The exhibition was hugely popular, the press coverage was tremendous and the ICA had huge numbers of visitors coming through the doors. And it wasnʼt just people from the art world, I think thatʼs quite important, it was actually all kinds of audiences, children and adults. The work was really engaging, there was some really interactive work that engaged younger audiences as well, so it was hugely popular.


Peter Zinovieff

Peter Zinovieff: I guess what happened was that Jasia Reichardt contacted me and said would I like to do an exhibit in a robotics exhibitions. And at that time I’d just really put together a computer music studio. It was a very complicated studio and the first computer used in electronic music and then I talked to my engineer about what we could do that was very simple. So we came up with this idea that if somebody could whistle a tune then the computer might be able to analyse this tune and do variations on it, and indeed if it was very clever it would anticipate what the tune was and play it back early. So that’s what we set out to do.

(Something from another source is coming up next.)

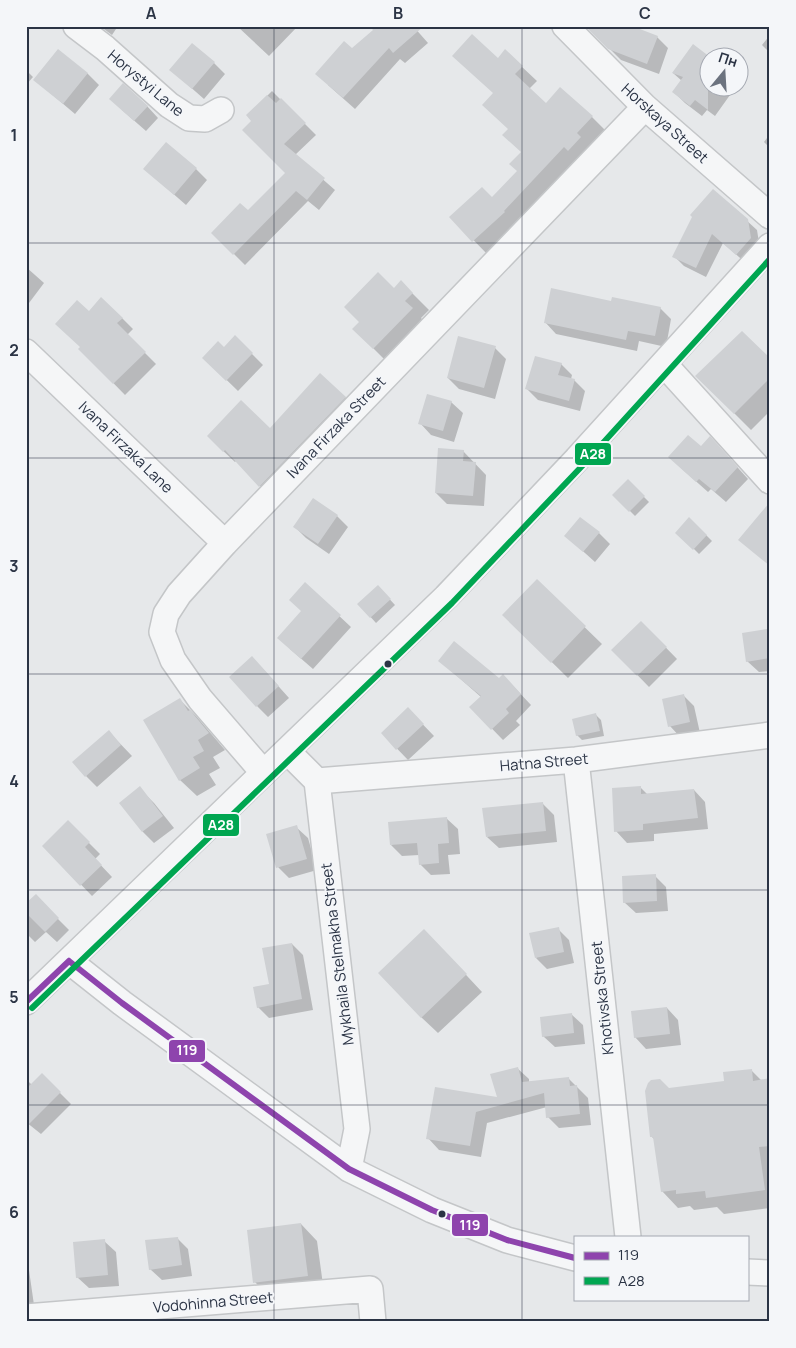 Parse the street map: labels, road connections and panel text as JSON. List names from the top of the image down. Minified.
{"streets":{"street":["Horystyi Lane","Horskaya Street","Ivana Firzaka Street","Ivana Firzaka Lane","Hatna Street","Mykhaila Stelmakha Street","Khotivska Street","Vodohinna Street"]},"crossings":[["Horskaya Street","Ivana Firzaka Street"],["Ivana Firzaka Street","Ivana Firzaka Lane"],["Hatna Street","Mykhaila Stelmakha Street"],["Hatna Street","Khotivska Street"]],"lines":["transit line А28","transit line 119"],"legend":["119","А28"],"north":"top","grid":{"columns":["A","B","C"],"rows":["1","2","3","4","5","6"]}}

So we made a device which detected zero crossings, it was just a very simple time detector of a limited frequency and then in real time the computer actually did computer variations on it. So in a way it was technically incredibly advanced. One would be very hard pushed to do it now actually.

It was night and day programming at the ICA, because not only were the things diverse bits of equipment but behind the scenes there must have been at least a kilometer of wiring and hundreds of hours of soldering terrible joints together. I’m very bad at it, but there were tons of solder joints and huge problems from hum and other bits of machinery interfering with it.

And also the machinery was quite big, I think it was like three 19 inch racks with lots of layers of machinery in it and this big old computer with 4K of memory – a really tiny tiny amount of memory and no visual display, so no monitor or anything.


Russell Haswell

Russell Haswell: In a way Cybernetic Serendipity kicked it all off because that was it, it was the sum of the research that was going on a the time and obviously the curator had a good familiarity with what was out there, and that’s why the names are fairly familiar even to somebody that wasn’t really preoccupied with this area of activity.

One of the things that as an artist I was always interested in was the past, and being a 70’s kid things that happened just prior to the 70’s seemed to be quite an interesting period in the arts, whether it’s visual art. Multi-media became a subgenre of the visual arts and that also contained music and computer music.

In the mid 90’s, I started to go to events like Ars Electronica, where you get this collision of media and art and technology, and it’s quite hard to go the Ars Electronica Centre in Linz without being over familiar with this exhibition and the consequences of the exhibition and the artists or musicians within the it.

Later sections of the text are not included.